[Task data Boundary: Start]

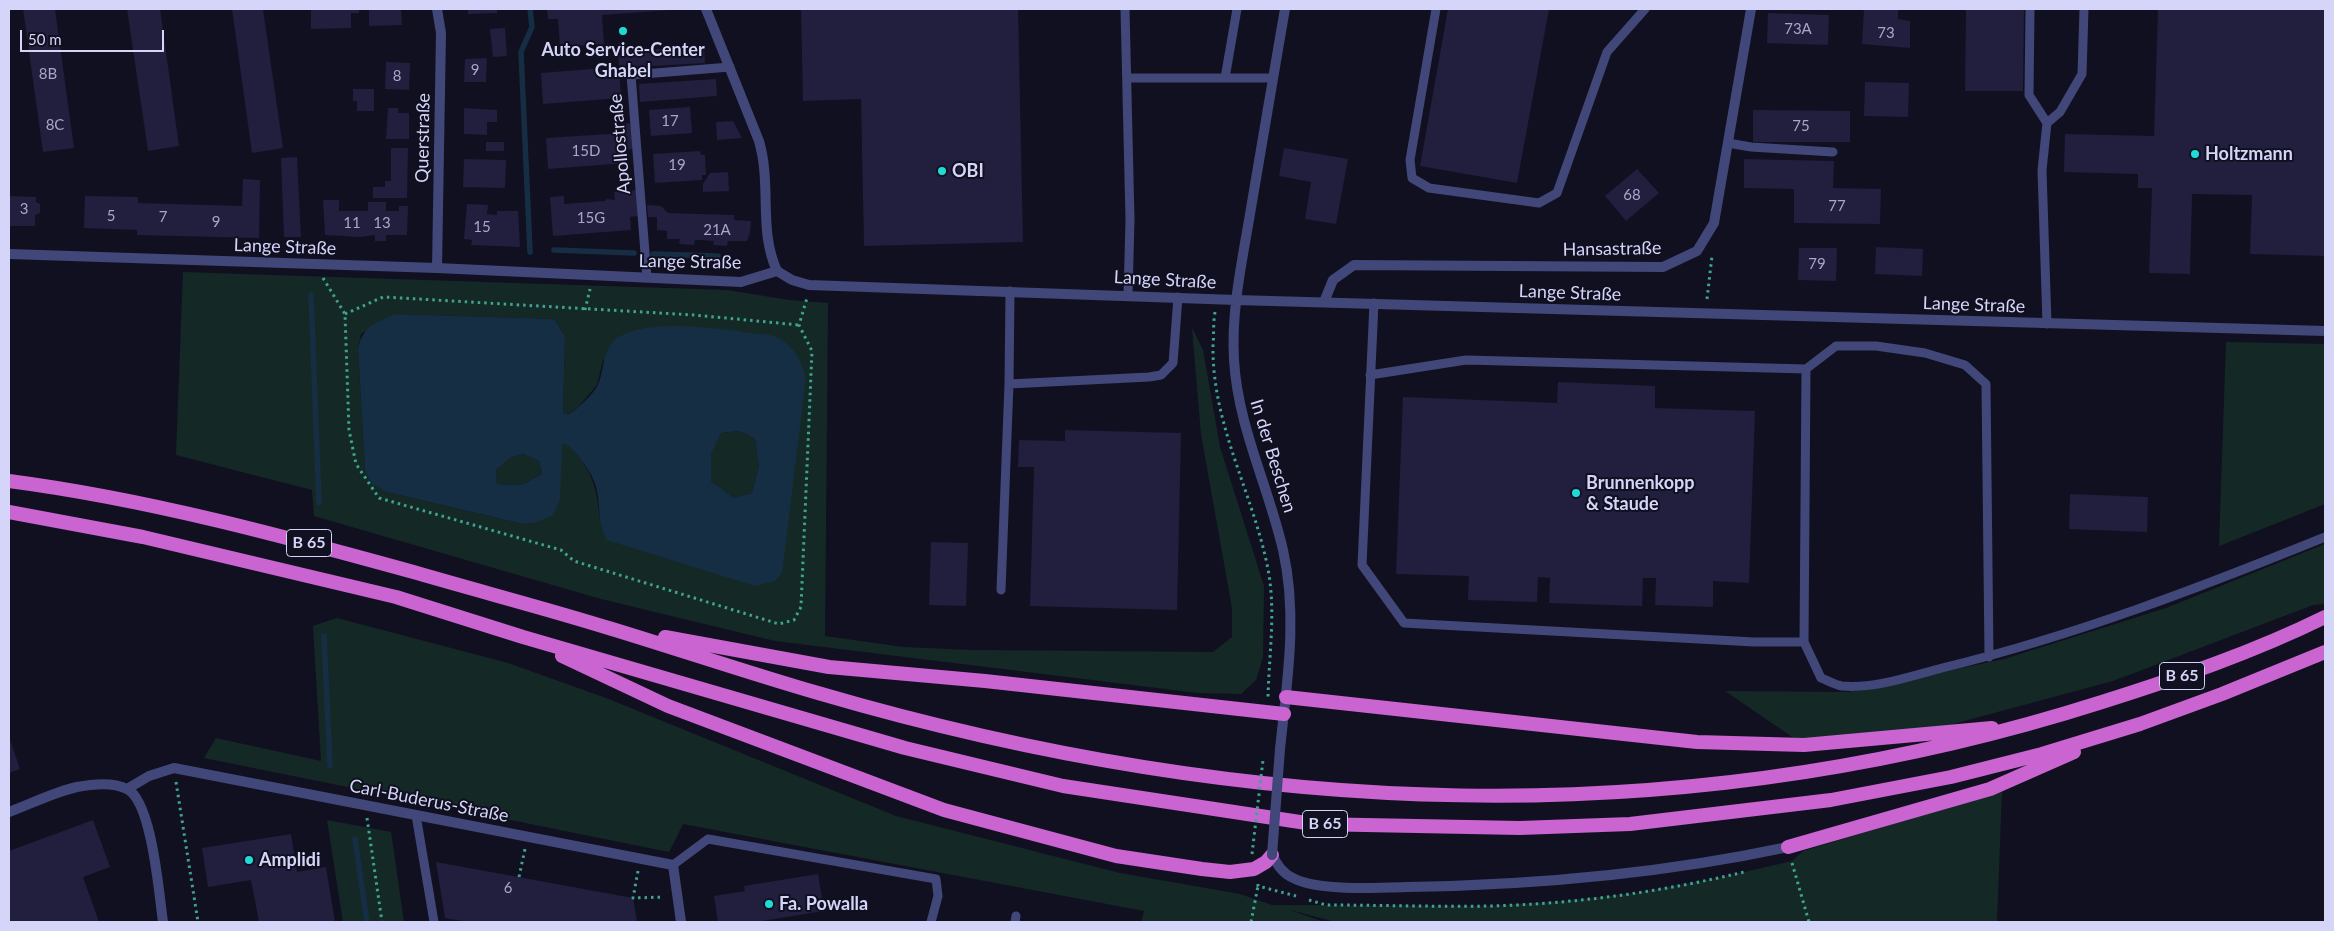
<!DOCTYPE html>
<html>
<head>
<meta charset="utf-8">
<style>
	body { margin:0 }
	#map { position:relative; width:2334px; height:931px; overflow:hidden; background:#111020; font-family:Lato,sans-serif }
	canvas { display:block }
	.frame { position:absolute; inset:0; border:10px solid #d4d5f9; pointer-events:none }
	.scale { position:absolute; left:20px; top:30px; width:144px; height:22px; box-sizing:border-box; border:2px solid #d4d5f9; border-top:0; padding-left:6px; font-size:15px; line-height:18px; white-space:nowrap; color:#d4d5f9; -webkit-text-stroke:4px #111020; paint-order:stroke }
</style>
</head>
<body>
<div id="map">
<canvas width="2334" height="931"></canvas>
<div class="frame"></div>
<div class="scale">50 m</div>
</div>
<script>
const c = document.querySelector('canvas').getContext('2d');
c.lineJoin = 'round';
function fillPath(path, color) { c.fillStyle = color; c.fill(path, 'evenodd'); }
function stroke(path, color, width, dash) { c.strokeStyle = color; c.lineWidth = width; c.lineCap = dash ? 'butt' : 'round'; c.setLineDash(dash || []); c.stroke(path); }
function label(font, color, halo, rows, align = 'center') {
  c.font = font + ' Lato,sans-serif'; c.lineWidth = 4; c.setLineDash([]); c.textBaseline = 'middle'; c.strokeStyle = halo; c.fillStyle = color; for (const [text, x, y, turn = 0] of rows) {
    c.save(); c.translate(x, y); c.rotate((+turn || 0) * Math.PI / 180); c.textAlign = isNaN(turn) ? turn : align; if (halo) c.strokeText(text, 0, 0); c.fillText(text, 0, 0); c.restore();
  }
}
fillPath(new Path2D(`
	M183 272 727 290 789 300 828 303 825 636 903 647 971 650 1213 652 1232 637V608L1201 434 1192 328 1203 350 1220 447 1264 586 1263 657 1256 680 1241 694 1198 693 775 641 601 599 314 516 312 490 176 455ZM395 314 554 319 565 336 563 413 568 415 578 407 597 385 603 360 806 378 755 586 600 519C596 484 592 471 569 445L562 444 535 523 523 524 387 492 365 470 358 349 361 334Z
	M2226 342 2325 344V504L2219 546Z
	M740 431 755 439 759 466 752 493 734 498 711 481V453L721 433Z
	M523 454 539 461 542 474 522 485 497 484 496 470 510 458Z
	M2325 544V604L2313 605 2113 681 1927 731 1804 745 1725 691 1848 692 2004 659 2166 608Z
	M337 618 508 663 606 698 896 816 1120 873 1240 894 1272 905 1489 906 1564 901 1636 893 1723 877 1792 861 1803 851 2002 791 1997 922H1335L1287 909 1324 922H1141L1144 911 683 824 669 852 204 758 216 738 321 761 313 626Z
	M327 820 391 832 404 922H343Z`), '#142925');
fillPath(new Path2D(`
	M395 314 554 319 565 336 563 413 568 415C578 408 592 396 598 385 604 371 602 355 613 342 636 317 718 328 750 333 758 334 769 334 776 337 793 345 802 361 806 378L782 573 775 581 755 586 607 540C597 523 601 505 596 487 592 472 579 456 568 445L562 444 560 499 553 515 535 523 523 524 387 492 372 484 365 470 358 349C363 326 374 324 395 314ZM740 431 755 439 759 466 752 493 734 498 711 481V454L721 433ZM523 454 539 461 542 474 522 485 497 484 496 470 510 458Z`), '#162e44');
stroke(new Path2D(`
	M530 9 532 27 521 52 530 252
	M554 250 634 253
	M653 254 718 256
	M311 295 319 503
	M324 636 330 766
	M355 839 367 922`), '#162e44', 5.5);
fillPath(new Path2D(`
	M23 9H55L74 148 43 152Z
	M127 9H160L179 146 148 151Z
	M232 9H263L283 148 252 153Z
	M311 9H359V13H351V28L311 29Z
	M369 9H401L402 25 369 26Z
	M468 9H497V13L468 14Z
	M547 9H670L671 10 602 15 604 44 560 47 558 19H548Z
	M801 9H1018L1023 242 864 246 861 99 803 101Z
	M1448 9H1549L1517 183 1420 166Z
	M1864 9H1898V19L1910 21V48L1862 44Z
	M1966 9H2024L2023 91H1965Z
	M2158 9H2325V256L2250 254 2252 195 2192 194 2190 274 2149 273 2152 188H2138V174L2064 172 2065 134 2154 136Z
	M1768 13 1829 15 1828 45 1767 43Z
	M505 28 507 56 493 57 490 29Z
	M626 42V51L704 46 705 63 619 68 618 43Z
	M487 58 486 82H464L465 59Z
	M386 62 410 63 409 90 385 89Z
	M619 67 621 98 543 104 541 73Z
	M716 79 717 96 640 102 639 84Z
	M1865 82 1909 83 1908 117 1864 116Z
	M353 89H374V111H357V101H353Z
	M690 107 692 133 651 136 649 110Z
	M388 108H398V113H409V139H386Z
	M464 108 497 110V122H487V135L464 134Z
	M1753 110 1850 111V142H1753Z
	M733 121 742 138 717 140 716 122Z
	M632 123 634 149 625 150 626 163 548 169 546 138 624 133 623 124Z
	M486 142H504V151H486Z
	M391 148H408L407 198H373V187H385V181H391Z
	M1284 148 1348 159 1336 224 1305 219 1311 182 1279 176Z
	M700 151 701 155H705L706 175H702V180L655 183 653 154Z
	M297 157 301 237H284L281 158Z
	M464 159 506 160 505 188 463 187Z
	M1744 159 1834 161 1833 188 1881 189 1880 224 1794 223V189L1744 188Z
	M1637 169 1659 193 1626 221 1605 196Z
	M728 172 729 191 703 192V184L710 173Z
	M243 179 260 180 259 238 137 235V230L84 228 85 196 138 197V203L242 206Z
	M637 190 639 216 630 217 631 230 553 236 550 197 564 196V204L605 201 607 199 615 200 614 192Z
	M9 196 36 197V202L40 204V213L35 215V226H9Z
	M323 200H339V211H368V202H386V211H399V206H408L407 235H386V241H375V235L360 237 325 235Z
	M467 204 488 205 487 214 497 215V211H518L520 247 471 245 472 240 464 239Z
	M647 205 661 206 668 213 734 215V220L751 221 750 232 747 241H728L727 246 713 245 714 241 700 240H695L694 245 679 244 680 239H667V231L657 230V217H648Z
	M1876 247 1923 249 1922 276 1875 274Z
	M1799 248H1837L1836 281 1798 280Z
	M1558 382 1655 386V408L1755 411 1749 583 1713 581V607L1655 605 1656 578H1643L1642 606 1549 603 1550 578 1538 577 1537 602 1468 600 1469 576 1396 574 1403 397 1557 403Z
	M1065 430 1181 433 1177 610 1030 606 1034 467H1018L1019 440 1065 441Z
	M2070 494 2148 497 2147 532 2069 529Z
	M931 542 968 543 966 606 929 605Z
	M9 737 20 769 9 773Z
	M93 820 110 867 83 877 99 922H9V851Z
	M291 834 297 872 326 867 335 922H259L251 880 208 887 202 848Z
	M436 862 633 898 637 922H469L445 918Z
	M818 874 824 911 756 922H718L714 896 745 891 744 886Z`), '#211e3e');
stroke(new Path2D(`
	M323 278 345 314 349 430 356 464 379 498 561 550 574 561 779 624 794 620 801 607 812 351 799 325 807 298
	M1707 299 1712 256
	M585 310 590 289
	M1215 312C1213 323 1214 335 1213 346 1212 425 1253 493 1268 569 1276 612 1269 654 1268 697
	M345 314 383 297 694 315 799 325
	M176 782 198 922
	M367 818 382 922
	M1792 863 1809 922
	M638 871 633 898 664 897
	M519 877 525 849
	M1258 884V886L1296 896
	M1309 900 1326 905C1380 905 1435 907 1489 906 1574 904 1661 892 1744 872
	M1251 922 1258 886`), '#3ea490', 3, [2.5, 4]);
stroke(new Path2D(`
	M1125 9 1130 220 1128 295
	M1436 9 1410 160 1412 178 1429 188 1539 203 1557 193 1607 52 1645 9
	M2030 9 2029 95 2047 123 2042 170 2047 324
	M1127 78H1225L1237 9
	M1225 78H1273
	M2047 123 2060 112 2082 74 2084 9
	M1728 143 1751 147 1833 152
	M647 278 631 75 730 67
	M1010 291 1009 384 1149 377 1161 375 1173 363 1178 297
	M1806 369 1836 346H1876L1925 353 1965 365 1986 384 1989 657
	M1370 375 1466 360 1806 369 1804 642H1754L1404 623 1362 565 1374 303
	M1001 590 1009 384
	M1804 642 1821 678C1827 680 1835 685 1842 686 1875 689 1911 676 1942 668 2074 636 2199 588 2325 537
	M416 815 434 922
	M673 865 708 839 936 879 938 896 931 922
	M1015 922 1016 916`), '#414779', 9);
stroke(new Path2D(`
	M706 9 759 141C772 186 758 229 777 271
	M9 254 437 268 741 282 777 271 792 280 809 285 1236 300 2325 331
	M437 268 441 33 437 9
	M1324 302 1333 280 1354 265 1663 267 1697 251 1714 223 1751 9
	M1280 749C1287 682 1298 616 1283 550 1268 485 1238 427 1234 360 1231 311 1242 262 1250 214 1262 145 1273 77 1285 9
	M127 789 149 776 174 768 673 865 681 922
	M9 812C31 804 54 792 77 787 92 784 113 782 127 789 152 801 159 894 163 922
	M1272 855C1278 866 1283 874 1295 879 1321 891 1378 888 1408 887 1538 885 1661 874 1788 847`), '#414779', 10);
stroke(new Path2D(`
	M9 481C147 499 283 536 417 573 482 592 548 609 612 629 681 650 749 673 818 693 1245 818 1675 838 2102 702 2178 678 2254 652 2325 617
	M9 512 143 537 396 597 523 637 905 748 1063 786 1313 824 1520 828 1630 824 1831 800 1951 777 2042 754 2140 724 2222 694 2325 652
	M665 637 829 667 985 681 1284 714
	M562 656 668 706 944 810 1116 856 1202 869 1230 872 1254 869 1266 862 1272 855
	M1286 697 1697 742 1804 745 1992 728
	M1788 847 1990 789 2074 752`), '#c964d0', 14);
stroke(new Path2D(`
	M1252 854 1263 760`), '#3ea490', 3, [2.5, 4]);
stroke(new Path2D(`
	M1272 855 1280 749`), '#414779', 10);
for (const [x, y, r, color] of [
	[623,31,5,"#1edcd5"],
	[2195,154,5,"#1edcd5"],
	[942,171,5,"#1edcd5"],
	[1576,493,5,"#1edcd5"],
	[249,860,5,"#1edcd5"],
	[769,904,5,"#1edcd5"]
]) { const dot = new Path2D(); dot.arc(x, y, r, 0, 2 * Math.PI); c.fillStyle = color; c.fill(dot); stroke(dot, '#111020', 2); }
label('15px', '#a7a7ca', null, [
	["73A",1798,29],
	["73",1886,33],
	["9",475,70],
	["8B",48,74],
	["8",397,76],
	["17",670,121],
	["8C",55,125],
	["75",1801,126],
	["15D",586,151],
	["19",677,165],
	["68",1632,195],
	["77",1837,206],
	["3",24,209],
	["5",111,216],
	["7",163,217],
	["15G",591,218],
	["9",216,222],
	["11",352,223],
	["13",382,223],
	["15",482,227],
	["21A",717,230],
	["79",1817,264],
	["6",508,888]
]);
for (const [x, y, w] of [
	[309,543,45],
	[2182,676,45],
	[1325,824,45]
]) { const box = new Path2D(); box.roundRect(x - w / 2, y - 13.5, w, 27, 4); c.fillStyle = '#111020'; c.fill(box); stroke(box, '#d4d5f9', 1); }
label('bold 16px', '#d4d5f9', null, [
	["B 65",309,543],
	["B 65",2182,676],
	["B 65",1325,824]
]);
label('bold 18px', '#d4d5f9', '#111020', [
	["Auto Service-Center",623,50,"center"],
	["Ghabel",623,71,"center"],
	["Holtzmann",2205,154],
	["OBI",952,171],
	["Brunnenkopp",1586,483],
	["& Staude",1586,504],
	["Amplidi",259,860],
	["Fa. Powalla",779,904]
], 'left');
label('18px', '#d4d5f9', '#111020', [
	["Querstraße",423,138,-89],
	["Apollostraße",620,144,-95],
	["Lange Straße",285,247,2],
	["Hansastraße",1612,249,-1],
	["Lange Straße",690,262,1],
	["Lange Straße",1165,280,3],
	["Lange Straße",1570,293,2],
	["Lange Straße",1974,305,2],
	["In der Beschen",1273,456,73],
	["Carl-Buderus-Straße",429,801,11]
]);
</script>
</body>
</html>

[Task data Boundary: End]

Starting at the first line of the entries, restate word for word everything through the line that holds "position:absolute; inset:0; border:10px", both ends included, but omit any pictures.

- **Expected answer**:
<!DOCTYPE html>
<html>
<head>
<meta charset="utf-8">
<style>
	body { margin:0 }
	#map { position:relative; width:2334px; height:931px; overflow:hidden; background:#111020; font-family:Lato,sans-serif }
	canvas { display:block }
	.frame { position:absolute; inset:0; border:10px solid #d4d5f9; pointer-events:none }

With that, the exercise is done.